At the 2022 European Congress of Pathology (ECP) in Basel, Switzerland, Paige’s Medical Director Dr. Juan Retamero moderated a symposium featuring Dr. Catarina Eloy, Head of Pathology Lab at IPATIMUP and Dr. Gareth Bryson, Consultant Pathologist and Clinical Director for Laboratory Medicine at NHS Greater Glasgow and Clyde, where they discussed the impacts of digital pathology and AI in real-world labs.
Dr. Retamero set the stage with a quick walk-through of pathology’s journey to digital so far, beginning with the first FDA approval of a digital pathology scanner in 2017, then with the development of advanced AI models for pathology in the time since. He shared that though digitization is an available and worthwhile option for labs of all kinds today, the industry at large is still in the midst of transformation. For complete digital pathology adoption to happen, he emphasized, labs must be guided by strong leadership and must be completely committed to putting in the challenging work that will make the transition successful.
Dr. Eloy then followed Dr. Retamero’s comments by showing how her lab was able to accomplish this transition. She highlighted that though it did take 2 years to become 100% digital, as a result of that commitment, her team benefited from improved internal quality control and turnaround time and enjoyed the newfound ability to work remotely.
She then shared details of a trial she and her team conducted to assess the benefits Paige Prostate – Paige’s AI for prostate cancer detection, grading, and quantification – could offer the IPATIMUP lab.
The trial consisted of 4 pathologists reviewing 105 prostate biopsy whole-slide images first unaided, and then again after a 2-week washout period with the assistance of Paige Prostate.

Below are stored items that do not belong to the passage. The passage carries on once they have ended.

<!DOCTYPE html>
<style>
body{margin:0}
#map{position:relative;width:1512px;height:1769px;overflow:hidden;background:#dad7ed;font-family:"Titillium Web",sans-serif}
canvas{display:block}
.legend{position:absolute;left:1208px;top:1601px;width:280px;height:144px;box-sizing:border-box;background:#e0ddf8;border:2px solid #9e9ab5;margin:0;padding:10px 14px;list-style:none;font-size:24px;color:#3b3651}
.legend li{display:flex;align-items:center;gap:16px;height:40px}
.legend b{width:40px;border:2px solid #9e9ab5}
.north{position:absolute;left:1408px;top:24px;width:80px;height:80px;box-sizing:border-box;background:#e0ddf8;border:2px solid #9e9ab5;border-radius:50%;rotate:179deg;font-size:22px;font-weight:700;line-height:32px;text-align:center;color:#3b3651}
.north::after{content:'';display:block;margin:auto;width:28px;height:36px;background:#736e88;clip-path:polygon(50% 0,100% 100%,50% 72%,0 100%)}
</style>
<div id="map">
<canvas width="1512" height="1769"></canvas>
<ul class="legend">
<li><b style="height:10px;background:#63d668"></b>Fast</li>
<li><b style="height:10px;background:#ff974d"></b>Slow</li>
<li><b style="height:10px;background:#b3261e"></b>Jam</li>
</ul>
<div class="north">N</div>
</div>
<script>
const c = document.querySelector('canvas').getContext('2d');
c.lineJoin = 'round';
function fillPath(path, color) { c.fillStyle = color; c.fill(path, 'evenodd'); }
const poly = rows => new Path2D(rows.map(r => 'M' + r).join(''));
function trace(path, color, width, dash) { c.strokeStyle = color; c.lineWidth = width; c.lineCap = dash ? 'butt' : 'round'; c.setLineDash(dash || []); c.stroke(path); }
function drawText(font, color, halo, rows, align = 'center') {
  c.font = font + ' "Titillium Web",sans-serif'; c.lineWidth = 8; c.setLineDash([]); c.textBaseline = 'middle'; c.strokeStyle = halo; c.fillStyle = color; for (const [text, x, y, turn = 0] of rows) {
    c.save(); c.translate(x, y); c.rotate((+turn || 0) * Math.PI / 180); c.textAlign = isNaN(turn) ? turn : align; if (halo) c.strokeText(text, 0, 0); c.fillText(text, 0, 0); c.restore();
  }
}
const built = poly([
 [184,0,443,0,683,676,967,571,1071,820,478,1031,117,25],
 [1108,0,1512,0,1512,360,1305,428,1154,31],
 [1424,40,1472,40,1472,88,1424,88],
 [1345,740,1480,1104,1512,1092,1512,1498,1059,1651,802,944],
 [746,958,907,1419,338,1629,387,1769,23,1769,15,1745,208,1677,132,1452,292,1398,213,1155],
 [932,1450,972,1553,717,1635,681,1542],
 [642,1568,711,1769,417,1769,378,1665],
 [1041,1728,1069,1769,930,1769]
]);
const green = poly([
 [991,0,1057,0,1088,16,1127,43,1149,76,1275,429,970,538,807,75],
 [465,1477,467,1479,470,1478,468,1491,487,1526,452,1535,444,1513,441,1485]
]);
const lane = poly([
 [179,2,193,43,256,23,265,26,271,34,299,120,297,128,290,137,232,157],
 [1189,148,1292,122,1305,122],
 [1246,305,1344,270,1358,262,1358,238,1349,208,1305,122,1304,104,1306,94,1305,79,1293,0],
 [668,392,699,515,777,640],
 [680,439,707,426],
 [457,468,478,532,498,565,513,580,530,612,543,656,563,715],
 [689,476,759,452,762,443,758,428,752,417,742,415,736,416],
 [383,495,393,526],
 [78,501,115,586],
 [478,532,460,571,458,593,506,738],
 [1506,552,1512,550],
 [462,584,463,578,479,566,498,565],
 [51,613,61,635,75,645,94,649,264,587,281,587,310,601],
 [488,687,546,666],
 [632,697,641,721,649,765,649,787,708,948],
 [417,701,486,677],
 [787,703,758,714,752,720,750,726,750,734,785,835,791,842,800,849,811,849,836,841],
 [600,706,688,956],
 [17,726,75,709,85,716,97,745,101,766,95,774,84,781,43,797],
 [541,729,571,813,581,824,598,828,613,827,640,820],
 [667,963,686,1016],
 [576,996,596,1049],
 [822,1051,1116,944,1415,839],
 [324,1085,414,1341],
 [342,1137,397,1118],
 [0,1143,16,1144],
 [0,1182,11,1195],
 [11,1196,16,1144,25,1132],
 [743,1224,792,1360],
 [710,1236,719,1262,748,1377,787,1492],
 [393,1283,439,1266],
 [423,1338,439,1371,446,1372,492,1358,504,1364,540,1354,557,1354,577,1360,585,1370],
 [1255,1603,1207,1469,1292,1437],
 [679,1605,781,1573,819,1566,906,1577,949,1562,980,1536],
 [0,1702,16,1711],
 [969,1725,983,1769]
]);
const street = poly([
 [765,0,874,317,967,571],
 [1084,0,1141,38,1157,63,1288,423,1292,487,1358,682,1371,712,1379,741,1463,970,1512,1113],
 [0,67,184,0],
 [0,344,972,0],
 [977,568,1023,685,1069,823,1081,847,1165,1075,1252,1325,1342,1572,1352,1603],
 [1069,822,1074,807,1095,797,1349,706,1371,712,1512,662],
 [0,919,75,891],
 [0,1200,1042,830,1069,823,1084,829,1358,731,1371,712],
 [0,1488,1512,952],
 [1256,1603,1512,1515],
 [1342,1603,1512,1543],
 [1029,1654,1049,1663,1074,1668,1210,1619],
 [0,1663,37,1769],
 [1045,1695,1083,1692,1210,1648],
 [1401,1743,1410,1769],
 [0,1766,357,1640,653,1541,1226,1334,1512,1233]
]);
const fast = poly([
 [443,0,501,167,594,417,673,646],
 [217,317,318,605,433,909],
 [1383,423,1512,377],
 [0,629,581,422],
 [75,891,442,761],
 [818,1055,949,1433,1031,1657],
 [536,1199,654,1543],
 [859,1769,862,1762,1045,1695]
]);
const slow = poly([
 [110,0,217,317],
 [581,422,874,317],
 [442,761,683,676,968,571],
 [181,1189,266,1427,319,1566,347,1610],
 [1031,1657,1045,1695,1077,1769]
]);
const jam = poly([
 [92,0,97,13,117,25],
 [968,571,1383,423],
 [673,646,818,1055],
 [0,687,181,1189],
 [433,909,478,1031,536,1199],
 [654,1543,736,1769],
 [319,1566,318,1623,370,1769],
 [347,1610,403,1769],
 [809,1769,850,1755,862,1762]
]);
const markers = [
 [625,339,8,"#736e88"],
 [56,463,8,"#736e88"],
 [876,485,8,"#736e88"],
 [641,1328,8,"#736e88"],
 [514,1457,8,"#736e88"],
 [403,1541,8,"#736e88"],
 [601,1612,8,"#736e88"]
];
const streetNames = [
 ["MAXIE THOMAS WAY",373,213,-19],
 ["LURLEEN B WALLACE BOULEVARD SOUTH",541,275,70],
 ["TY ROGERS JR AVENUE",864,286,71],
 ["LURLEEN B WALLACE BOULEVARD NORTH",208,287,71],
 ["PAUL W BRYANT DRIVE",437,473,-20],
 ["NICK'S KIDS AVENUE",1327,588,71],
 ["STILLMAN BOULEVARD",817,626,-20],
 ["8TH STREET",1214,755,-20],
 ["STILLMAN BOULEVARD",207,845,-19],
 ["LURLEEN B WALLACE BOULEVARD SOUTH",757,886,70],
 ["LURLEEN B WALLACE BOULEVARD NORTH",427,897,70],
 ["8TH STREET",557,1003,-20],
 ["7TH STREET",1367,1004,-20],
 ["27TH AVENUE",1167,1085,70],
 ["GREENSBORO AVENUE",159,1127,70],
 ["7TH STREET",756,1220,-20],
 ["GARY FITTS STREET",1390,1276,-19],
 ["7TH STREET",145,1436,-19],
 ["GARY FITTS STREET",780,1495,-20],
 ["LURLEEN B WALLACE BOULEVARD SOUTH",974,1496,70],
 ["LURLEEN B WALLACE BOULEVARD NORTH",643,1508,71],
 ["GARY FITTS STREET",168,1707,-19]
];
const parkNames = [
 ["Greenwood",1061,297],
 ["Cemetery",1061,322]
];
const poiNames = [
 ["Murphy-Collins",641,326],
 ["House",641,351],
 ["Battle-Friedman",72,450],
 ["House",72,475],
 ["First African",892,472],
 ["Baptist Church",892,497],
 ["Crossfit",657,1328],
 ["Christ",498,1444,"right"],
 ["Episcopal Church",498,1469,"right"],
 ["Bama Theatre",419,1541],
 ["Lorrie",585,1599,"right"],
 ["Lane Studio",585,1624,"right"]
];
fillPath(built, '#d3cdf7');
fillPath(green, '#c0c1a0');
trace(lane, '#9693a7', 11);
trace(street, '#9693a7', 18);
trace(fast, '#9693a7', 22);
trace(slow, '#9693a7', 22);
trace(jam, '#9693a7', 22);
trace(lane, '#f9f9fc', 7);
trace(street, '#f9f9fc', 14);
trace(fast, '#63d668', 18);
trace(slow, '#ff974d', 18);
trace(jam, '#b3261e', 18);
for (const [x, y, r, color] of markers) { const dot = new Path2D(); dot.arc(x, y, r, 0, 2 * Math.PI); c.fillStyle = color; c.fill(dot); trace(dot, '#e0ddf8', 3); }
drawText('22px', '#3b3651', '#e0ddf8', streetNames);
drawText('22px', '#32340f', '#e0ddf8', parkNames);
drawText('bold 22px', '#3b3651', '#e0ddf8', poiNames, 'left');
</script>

Paige Prostate showed high concordance with pathologists on grading and quantification, as well as:
- Twenty-two percent (22%) shorter reading times
- Twenty-one percent (21%) reduction in IHC requests
- Thirty-nine percent (39%) reduction in second opinion requests
Each of these results demonstrated that AI offers digital labs an additional layer of benefits including cost savings, more efficient allocation of resources, and faster turnaround times.
Building on these exciting results, Dr. Bryson shared details on his own experience with the adoption of digital pathology and AI. He outlined some of the challenges his lab faced throughout this process, including how, like IPATIMUP, it took the lab nearly 2 years to become fully digital, in large part because of the complex technical requirements involved in selecting scanner, viewer, and AI vendors, the associated costs, and the training required to ensure the pathologists themselves can use these new technologies successfully. He reiterated that labs who are considering going digital or using AI must keep a few essential requirements in mind when selecting vendors: If the AI is generalizable, whether the AI is able to work together with the pathologists, the quality of communication between the teams, and most importantly, the trust in the technology.
These were requirements that Dr. Bryson’s lab measured Paige’s AI against when determining if we might be a good fit for their upcoming study on the value of AI. Ultimately, initial usage of the AI found that:
- Paige Prostate demonstrated very high sensitivity on their independent lab data at 99%, with specificity not far behind
- When any issues did arise, Paige worked in close collaboration with the lab to meet their needs and improve performance
- Despite being one of the largest single site pathology centers in Europe, Dr. Bryson and his team were able to completely transition to digital and utilize AI, demonstrating that labs of truly any size are not only capable of digital transformation, but are uniquely positioned to reap its benefits
Thus, the formal study of Paige will kick off in October, and Dr. Bryson believes that so long as trust is established between the pathologists and the AI, the lab will benefit immensely from these technologies, making the transition a rewarding one despite its challenges.
Ultimately, the symposium emphasized that digitization is possible in labs of any size and is a journey that brings labs substantial value in terms of diagnostic confidence, efficiency, cost effectiveness, turnaround time, and much more.